DATASET ENTRIES: Begin

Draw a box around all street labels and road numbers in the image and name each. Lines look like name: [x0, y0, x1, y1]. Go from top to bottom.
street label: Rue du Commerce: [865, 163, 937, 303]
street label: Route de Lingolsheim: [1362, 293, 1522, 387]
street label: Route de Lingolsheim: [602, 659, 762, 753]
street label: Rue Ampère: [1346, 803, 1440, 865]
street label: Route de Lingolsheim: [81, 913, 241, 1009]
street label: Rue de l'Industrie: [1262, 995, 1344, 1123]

DATASET ENTRIES: End

» **DESCRIPTION OF THE TASK**:
Write each record above out again exactly as it reads.

» **SOLUTION TO THIS TASK**:
Draw a box around all street labels and road numbers in the image and name each. Lines look like name: [x0, y0, x1, y1]. Go from top to bottom.
street label: Rue du Commerce: [865, 163, 937, 303]
street label: Route de Lingolsheim: [1362, 293, 1522, 387]
street label: Route de Lingolsheim: [602, 659, 762, 753]
street label: Rue Ampère: [1346, 803, 1440, 865]
street label: Route de Lingolsheim: [81, 913, 241, 1009]
street label: Rue de l'Industrie: [1262, 995, 1344, 1123]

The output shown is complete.